Usar a internet para descrever o termo voluntário não combina com nossa personagem, que nasceu na década de 30, quando nem computadores, muito menos redes sociais, imaginavam existir. Mas definir Grazia Carbonaro Meireles como voluntariada de verdade e de fato nenhum aparelho informatizado, seja computador, telefone celular ou tablet, conseguiria com tanta precisão como sua história voltada ao voluntariado.
Aliás, uma ação em escassez nos dias atuais, em que a correria do mundo, cada vez mais capitalista, nos impede de conjugar o verbo ajudar. Mas essa ação, do chamado terceiro setor, tem a ver com hereditariedade. Grazia, ou Dina, como é carinhosamente conhecida, herdou dos seus pais Humberto Carbonaro e Rita de Matos Carbonaro o dom de contribuir. Prestes a completar 84 anos de idade no próximo mês, Dina acrescentou Gustavo em sua vida, no começo da década de 50, e passou a ser a Dina do Gustavo, Gustavo Meireles. Em uma vida pautada pelo altruísmo, teve cinco filhos, oito netos e três bisnetos e talvez já tenha ensinado às pessoas de seu convívio a maior das lições: ajudar, pois desde criança se dedicou às festas da Padroeira Sant’Ana, ajudou nos carnavais, mesmo sem gostar, na confecção dos uniformes dos times de futebol da cidade e foi atriz nos palcos do Teatro João Macedo Couto.

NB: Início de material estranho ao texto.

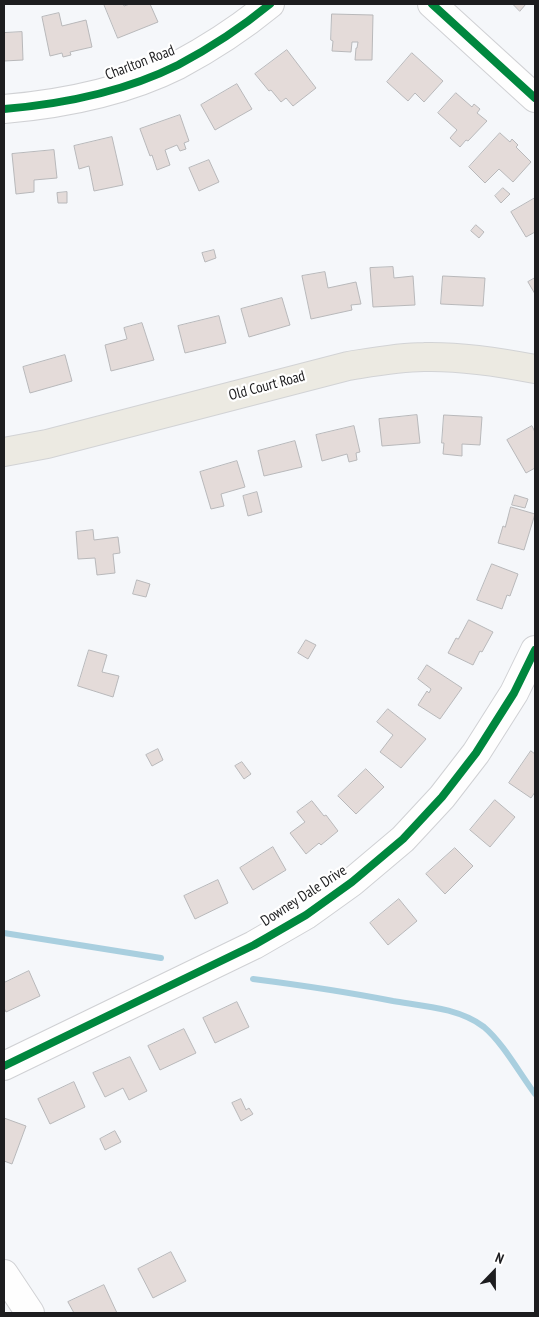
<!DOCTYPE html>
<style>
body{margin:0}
#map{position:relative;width:539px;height:1317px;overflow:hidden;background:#f5f7fa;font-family:"PT Sans Narrow",sans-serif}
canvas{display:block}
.frame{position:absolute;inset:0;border:5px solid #1d1d1f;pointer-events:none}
.north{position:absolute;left:469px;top:1247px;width:50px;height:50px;-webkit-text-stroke:4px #fff;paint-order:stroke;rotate:22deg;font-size:14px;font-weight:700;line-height:20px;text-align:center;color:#1d1d1f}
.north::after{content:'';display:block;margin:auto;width:18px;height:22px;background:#1d1d1f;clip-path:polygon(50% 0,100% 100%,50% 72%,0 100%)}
</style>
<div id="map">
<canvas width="539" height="1317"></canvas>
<div class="frame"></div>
<div class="north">N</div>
</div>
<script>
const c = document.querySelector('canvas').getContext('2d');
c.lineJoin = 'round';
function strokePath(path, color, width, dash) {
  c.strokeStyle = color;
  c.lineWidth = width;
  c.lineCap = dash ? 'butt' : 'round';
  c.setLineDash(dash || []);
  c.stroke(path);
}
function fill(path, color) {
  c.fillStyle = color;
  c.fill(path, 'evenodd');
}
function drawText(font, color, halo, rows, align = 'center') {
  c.font = font + ' "PT Sans Narrow",sans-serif';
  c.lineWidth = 4.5;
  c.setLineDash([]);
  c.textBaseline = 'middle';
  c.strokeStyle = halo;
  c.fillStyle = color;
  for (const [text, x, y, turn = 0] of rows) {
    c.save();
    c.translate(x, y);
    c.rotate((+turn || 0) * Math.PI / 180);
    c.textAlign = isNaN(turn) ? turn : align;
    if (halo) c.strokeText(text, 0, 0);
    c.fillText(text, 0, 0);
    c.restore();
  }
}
const stream = new Path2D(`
 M4,933L161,958
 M253,979C300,985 347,992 393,1001C423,1006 459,1008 484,1027C503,1043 520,1074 535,1094`);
const building = new Path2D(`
 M104,4H123L124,6L130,4H150L158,22L118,38Z
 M513,4H526L520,11Z
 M59,13L62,26L86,20L92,47L70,52L71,55L63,57L62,53L50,56L42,17Z
 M332,14L373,15L372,60H355L356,48H357L358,42H352L351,52L332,51L333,41L331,40Z
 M22,32L23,60L4,61V33Z
 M287,50L316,88L293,106L286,98L281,102L271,90L269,91L255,74Z
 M412,53L443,81L424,102L415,93L408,101L387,82Z
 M237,84L252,109L215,130L201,105Z
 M456,93L472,107L474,104L480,109L477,113L487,121L468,141L466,140L460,147L450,138L457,130L438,113Z
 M180,115L189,141L184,143L186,149L180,151L177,145L165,150L170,165L157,170L152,155L150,156L140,129Z
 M500,133L510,142L512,139L518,145L516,147L531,162L513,182L499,169L485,183L469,167Z
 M112,137L123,185L94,191L89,166L79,169L74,146Z
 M54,150L57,178L34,180V192L16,194L12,154Z
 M209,160L219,182L199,191L189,168Z
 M503,188L510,194L501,203L495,196Z
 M67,192V203H58L57,193Z
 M535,198V232L526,237L511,212Z
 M476,225L484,232L479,238L471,231Z
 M214,250L216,258L205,262L202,253Z
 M393,267L394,278L413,276L415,305L373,307L370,268Z
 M325,272L328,288L356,282L361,304L351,305L352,310L311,319L302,276Z
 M443,276L485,278L483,306L441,304Z
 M535,278V294L528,282Z
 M282,298L290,325L249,337L241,309Z
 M219,316L226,343L185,353L178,326Z
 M142,323L154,360L111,371L105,345L127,339L124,328Z
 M65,355L72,381L30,393L23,367Z
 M417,415L420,443L382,446L379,419Z
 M444,415L482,417L480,445L462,444V456L443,454L444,443H442Z
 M354,426L360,452L356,453L357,460L349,462L347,454L322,461L316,435Z
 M532,426L535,432V468L526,473L507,440Z
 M295,441L302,467L264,476L258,451Z
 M237,461L245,487L221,494L224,506L211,509L200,472Z
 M257,492L262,512L248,516L243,496Z
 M515,495L528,499L525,508L512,505Z
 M511,507L535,514L524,550L498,543L503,526L505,527Z
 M93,530L94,540L118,537L120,553L113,554L115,573L97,575L95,558L78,559L76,532Z
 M492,564L518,574L510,596L507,595L502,609L477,600Z
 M137,580L150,584L146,597L133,594Z
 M469,620L493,632L482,652L480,651L473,665L448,653L456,638L458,639Z
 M306,640L316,645L308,659L298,653Z
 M89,650L107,655L102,672L119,676L113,697L78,686Z
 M427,665L462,688L440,719L418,705L427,691L429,693L431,689L418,679Z
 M388,709L426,739L401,768L380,752L393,735L377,722Z
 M158,749L163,760L152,766L146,755Z
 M531,751L535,754V792L531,798L509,783Z
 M242,762L251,774L244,779L235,766Z
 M366,769L384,787L356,814L338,796Z
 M495,800L515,817L490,847L470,830Z
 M312,801L324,816L326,815L338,831L321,845L319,843L306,854L290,833L305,822L297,812Z
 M273,847L286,870L253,890L240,868Z
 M455,848L473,866L445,894L426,874Z
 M218,880L228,903L195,919L184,896Z
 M399,899L417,921L388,945L370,923Z
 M29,971L40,996L6,1012L4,1008V983Z
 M237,1002L249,1027L215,1043L203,1018Z
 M184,1029L196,1053L160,1070L148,1046Z
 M130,1057L147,1091L129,1100L123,1088L105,1097L93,1073Z
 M74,1082L85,1107L50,1124L38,1099Z
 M241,1099L246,1110L249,1108L253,1114L241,1121L232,1103Z
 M4,1118L26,1126L12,1164L4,1161Z
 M115,1131L121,1142L105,1150L100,1139Z
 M171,1252L186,1281L153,1298L138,1269Z
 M104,1285L117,1313H74L68,1302Z`);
const minor = new Path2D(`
 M432,4L535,98
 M4,109C63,104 124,92 178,65C210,48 242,27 270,4
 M4,1066L254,945L306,915L352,882L403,839L442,797L476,753L514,693L535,650
 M4,1274L30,1313`);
const major = new Path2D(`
 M4,452L47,444L348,366C373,362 399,357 424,357C462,356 499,362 535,369`);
const cycleway = new Path2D(`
 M432,4L535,98
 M4,109C63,104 124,92 178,65C210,48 242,27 270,4
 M4,1066L254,945L306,915L352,882L403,839L442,797L476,753L514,693L535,650`);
const streetNames = [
 ["Charlton Road",140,63,-21],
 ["Old Court Road",267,386,-15],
 ["Downey Dale Drive",304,896,-33]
];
strokePath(stream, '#a9cfdf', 6);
fill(building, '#e4dbd9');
strokePath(building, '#b8b8ba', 1);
strokePath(minor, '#d0d1d4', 30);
strokePath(major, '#d2d3d5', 30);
strokePath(minor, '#fefefe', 28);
strokePath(major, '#eceae2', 28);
strokePath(cycleway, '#00873e', 8);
drawText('15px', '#1d1d1f', '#fff', streetNames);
</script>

Mas talvez a maior ação desta senhora, que ainda tem o hábito de ler, tenha sido a criação do grupo de voluntárias do Instituto Nossa Senhora do Carmo, do qual ela foi co-fundadora e, acreditem, participa até hoje. Aliás, do grupo fundador da Instituição, somente Dina e Terezinha (Rei Supermercado) ainda estão vivas, participando ativamente. Portanto, quando adentrar o Instituto, em meio àquela correria, às críticas e aos problemas diários, lembre-se de que anos atrás, alguém, de muita fibra, se uniu a algumas amigas e, mesmo sem ganhar nada, se propôs a deixar essa herança para o povo barrosense.
Mesmo fora de moda, nem última, nem primeira, em meio a um turbilhão de evolução e problemas, na sua casa, no seu jeito sereno, Dina, mesmo que longe dos holofotes, continua ajudando, de alguma forma, mesmo que a si mesmo entre os prazeres da vida, nos seus trabalhos manuais, bordados, crochet e culinária. E essa é Dina, que com uma bagagem repleta de caráter, educação e trabalho voluntário, ainda acha um tempinho para fazer parte da história escrita, nas páginas dos jornais que futuramente seus netos colocarão nas mãos e lembrarão que alguém, bem próximo, fez história ajudando, sem ganhar. Fez por fazer, por prazer. Verbo tão distante nos dias atuais.